Money laundering has jumped back to the top of the corporate crime charts, thanks to Steve Bannon’s statements about Trump’s associates as well as the revelation by the founders of Fusion GPS that they gave Congressional investigators leads about the president’s questionable business transactions.
Amid all this, the Office of the Comptroller of the Currency reminded us of the wider scope of corporate ties to money laundering by announcing that it was fining Citibank $70 million for failing to comply with a 2012 consent order the bank signed with the agency to resolve allegations of violating the Bank Secrecy Act. Western Union is paying a $60 million penalty in a similar case brought by New York regulators.
According to data compiled for Violation Tracker, the Justice Department and federal financial regulators have since 2000 brought more than 80 successful cases against corporations for deficiencies in their anti-money laundering practices. These companies have paid a total of $5.9 billion in fines and settlements.

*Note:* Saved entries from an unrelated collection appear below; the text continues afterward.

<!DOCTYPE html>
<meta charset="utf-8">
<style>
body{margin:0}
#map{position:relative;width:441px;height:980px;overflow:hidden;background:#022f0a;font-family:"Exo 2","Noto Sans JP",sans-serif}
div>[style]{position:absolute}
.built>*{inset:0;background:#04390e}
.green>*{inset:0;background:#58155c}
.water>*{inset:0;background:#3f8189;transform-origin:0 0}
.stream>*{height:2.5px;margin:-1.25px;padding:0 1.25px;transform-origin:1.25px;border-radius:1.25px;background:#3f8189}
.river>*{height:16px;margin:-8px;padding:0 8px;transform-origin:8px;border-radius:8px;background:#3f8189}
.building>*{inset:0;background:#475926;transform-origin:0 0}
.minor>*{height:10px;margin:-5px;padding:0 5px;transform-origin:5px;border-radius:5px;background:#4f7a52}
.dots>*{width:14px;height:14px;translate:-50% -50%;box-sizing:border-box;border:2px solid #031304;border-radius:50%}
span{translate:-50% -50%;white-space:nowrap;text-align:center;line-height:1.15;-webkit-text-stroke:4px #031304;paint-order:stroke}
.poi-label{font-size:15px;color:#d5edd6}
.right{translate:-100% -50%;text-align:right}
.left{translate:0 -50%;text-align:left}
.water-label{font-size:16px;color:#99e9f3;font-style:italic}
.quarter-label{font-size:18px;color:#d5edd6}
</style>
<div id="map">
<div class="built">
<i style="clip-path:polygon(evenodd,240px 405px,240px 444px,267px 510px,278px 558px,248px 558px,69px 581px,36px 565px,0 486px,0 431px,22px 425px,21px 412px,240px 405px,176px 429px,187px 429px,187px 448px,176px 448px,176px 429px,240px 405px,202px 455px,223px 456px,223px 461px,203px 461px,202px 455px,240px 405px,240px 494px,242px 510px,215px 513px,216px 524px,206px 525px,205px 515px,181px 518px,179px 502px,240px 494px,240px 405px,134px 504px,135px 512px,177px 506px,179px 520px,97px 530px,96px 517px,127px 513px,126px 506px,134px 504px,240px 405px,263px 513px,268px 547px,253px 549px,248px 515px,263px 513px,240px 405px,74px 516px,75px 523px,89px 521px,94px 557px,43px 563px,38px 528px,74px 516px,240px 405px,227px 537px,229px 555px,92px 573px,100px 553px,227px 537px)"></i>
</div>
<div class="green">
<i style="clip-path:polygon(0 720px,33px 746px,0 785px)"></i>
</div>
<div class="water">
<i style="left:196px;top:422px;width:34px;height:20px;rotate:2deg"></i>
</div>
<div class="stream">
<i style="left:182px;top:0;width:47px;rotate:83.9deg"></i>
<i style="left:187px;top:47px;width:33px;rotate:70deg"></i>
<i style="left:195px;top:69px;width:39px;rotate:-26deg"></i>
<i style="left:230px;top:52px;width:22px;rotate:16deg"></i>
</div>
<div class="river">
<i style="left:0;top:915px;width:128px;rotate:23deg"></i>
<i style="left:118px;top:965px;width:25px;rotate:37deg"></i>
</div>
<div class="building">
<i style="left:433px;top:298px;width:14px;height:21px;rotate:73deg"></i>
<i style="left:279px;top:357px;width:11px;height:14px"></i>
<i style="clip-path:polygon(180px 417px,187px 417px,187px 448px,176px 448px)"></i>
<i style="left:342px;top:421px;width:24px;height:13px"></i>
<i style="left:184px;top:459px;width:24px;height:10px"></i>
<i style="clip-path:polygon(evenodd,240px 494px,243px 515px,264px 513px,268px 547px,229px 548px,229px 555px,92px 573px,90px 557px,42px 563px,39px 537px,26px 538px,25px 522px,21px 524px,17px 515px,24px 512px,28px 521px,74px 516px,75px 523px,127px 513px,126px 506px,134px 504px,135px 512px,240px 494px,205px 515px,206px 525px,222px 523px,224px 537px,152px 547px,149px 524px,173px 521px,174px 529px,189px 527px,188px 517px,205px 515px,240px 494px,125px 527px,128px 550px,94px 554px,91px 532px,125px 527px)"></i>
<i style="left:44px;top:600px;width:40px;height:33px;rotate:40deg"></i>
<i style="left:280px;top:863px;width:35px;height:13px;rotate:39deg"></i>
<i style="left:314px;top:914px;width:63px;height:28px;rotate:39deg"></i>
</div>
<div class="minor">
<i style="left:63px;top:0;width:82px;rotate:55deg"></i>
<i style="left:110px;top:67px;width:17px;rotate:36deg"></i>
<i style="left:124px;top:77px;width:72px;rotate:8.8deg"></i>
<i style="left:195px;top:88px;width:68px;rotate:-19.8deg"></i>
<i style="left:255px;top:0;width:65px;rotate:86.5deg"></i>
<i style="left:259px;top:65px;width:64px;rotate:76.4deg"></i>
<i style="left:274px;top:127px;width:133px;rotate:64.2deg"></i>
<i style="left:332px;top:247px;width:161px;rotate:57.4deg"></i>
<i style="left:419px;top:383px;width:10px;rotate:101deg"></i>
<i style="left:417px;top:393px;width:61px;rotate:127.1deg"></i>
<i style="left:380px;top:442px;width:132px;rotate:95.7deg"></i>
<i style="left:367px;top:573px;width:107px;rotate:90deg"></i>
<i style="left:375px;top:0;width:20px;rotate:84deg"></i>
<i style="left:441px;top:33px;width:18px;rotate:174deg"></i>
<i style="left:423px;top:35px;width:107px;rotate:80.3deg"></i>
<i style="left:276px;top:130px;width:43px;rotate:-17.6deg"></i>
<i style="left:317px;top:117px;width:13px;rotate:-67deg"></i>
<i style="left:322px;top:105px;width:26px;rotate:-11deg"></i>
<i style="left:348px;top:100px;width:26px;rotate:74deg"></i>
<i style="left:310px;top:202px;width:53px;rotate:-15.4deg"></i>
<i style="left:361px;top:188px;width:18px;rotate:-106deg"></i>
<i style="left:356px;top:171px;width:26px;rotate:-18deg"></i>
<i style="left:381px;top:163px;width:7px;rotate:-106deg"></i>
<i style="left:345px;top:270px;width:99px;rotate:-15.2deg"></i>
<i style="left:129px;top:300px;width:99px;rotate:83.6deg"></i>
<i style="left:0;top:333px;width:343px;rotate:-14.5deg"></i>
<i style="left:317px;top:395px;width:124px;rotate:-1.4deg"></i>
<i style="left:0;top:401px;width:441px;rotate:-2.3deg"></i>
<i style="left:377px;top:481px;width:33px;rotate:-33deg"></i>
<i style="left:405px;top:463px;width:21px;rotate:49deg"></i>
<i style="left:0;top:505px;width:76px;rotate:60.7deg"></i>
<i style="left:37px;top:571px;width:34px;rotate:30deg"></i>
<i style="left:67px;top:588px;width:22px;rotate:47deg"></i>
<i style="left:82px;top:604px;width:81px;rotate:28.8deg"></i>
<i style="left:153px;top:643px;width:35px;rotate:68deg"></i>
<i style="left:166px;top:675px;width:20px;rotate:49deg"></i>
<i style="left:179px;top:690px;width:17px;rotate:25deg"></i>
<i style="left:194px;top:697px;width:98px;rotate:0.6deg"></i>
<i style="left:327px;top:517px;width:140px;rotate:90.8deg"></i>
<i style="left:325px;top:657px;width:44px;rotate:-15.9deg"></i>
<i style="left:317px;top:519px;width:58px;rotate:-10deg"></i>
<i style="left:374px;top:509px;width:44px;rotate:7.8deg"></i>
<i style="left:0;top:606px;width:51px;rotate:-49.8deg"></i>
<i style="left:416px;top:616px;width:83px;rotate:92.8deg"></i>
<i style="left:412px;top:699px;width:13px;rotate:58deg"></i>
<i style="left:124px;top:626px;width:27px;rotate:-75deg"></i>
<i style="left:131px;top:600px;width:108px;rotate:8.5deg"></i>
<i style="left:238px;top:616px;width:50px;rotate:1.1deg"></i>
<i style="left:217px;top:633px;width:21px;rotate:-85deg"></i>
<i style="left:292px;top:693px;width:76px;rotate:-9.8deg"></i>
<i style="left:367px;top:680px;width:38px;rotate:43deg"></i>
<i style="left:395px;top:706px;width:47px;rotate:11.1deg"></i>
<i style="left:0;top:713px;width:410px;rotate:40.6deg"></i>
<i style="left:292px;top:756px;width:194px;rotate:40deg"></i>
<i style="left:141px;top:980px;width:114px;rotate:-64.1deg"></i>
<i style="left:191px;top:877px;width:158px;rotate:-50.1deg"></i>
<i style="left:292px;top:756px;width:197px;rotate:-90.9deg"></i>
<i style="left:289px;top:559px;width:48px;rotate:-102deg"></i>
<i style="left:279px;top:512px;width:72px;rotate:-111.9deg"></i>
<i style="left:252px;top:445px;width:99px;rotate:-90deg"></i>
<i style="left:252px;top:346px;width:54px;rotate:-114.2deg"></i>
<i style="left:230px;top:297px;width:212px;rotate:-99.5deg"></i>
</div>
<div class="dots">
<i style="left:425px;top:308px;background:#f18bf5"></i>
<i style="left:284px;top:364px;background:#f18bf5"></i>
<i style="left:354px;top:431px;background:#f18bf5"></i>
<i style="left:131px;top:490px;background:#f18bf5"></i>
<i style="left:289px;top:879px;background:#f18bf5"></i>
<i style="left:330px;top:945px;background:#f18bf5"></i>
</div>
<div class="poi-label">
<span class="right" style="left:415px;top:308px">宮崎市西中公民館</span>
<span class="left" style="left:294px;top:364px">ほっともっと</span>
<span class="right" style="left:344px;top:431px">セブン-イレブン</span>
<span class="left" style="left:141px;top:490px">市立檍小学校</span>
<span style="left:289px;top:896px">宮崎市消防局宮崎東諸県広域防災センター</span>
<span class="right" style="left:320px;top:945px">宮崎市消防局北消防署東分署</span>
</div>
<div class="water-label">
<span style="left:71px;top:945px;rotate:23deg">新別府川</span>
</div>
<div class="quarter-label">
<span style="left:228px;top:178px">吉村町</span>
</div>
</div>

The targets of these cases include several of the largest U.S. banks. JPMorgan Chase paid the largest penalty, $1.7 billion, to resolve a criminal case connected to its role as the banker for Ponzi schemer Bernard Madoff. Wachovia, now owned by Wells Fargo, was fined $110 million in 2010. Citigroup subsidiary Banamex agreed last year to forfeit $97 million to resolve a criminal case involving remittances to Mexico.
Foreign banks have also been involved. In 2012 HSBC had to pay $1.3 billion to resolve charges relating to anti-money laundering deficiencies as well as violations of economic sanctions. Last year Deutsche Bank – the same institution whose name keeps getting mentioned in connection with the Trump investigation – was penalized $41 million by the Federal Reserve and was fined $425 million by New York State regulators for anti-money laundering deficiencies said to be connected to the illicit transfer of more than $10 billion out of Russia.
Federal prosecutors and regulators have also brought cases against non-bank entities that handle lots of cash, including Western Union, American Express and casinos. In 2015 the Tinian Dynasty Hotel & Casino was fined $75 million, and in 2013 the Las Vegas Sands Corp. paid $47 million to resolve criminal charges.
Also in 2015 the Treasury Department imposed a $10 million penalty on the Trump Taj Mahal Casino Resort, which by that time was no longer controlled by Donald Trump. Yet the justification for that penalty mentioned that the casino had been found in violation of the Bank Secrecy Act many times in earlier years, including 1998, when, with Trump running the show, it was fined $477,000 by Treasury.
All of which is to say that neither Donald Trump, his current and former business interests, nor many of the largest financial institutions are strangers to issues of anti-money laundering deficiencies. For the most part, these cases involve a failure to detect and report suspicious transactions on the part of clients and customers. The big question for the Trump empire is whether it will faces charges of having engaged in such transactions on its own.